----- DATA -----
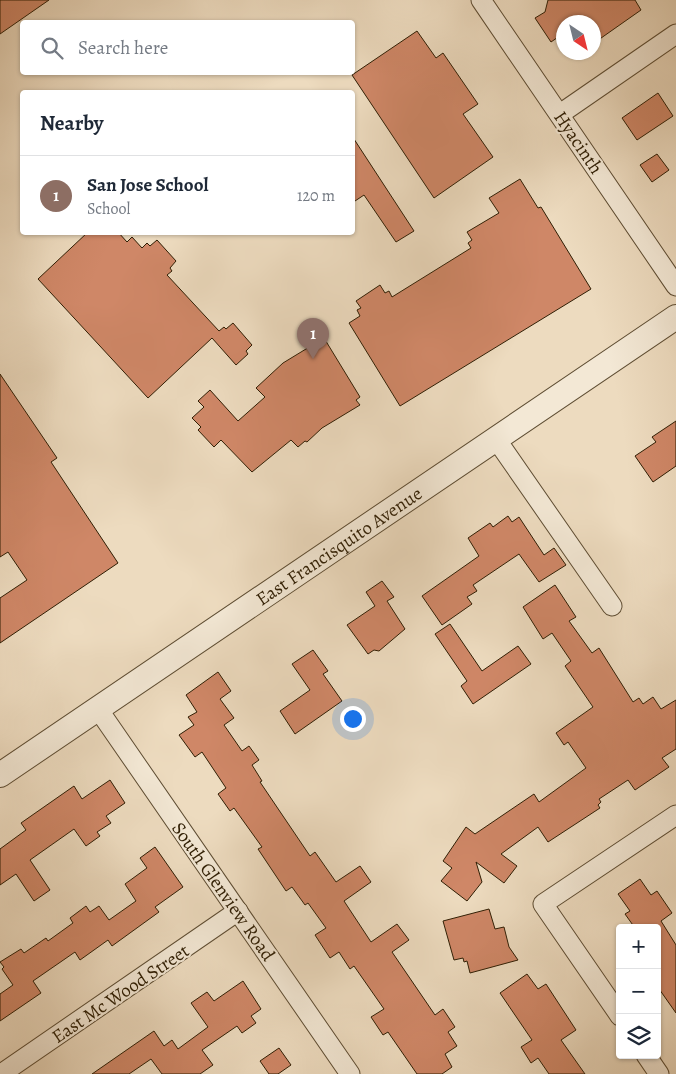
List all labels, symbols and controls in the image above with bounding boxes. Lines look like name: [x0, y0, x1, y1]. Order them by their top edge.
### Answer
north arrow: [556, 15, 601, 60]
search box: [20, 20, 355, 75]
icon: search: [38, 34, 66, 62]
text: Search here: [78, 35, 168, 61]
street label: Hyacinth: [548, 106, 609, 179]
text: Nearby: [40, 109, 103, 137]
text: San Jose School: [87, 172, 208, 198]
text: 1: [53, 185, 59, 207]
text: 120 m: [297, 185, 335, 207]
text: School: [87, 198, 130, 220]
pin: 1: [297, 318, 329, 359]
street label: East Francisquito Avenue: [251, 481, 427, 612]
your location: [340, 706, 366, 732]
street label: South Glenview Road: [165, 817, 281, 967]
map controls: [616, 924, 661, 1059]
button: +: [616, 924, 661, 969]
street label: East Mc Wood Street: [47, 938, 194, 1050]
button: −: [616, 969, 661, 1014]
button: layers: [616, 1014, 661, 1059]

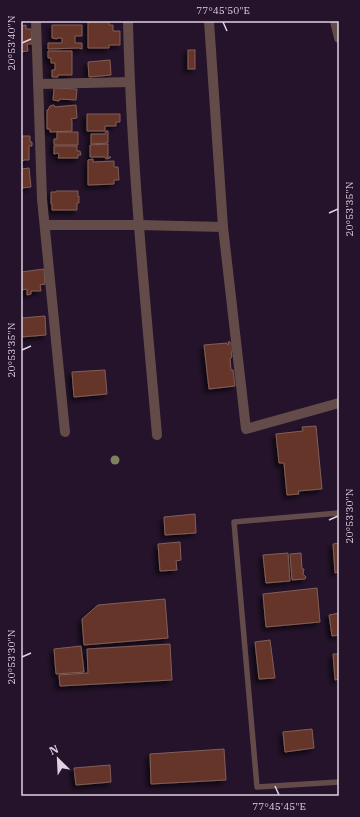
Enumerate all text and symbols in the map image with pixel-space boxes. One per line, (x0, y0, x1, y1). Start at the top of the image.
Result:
text: 77°45'50"E (196, 4, 250, 17)
text: 20°53'40"N (5, 15, 18, 71)
text: 20°53'35"N (343, 181, 356, 237)
text: 20°53'35"N (5, 322, 18, 378)
text: 20°53'30"N (343, 488, 356, 544)
text: 20°53'30"N (5, 629, 18, 685)
north arrow (38, 739, 78, 779)
text: N (47, 742, 61, 758)
text: 77°45'45"E (252, 800, 306, 813)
-----
Carry over each record above character for character, with the pictures left out.

List all labels, symbols and controls in the image above with bounding boxes. Lines look like name: [x0, y0, x1, y1]. Order them by their top edge.
### Answer
north arrow: [556, 15, 601, 60]
search box: [20, 20, 355, 75]
icon: search: [38, 34, 66, 62]
text: Search here: [78, 35, 168, 61]
street label: Hyacinth: [548, 106, 609, 179]
text: Nearby: [40, 109, 103, 137]
text: San Jose School: [87, 172, 208, 198]
text: 1: [53, 185, 59, 207]
text: 120 m: [297, 185, 335, 207]
text: School: [87, 198, 130, 220]
pin: 1: [297, 318, 329, 359]
street label: East Francisquito Avenue: [251, 481, 427, 612]
your location: [340, 706, 366, 732]
street label: South Glenview Road: [165, 817, 281, 967]
map controls: [616, 924, 661, 1059]
button: +: [616, 924, 661, 969]
street label: East Mc Wood Street: [47, 938, 194, 1050]
button: −: [616, 969, 661, 1014]
button: layers: [616, 1014, 661, 1059]

Enumerate all text and symbols in the map image with pixel-space boxes. One per line, (x0, y0, x1, y1). Start at the top of the image.
Result:
text: 77°45'50"E (196, 4, 250, 17)
text: 20°53'40"N (5, 15, 18, 71)
text: 20°53'35"N (343, 181, 356, 237)
text: 20°53'35"N (5, 322, 18, 378)
text: 20°53'30"N (343, 488, 356, 544)
text: 20°53'30"N (5, 629, 18, 685)
north arrow (38, 739, 78, 779)
text: N (47, 742, 61, 758)
text: 77°45'45"E (252, 800, 306, 813)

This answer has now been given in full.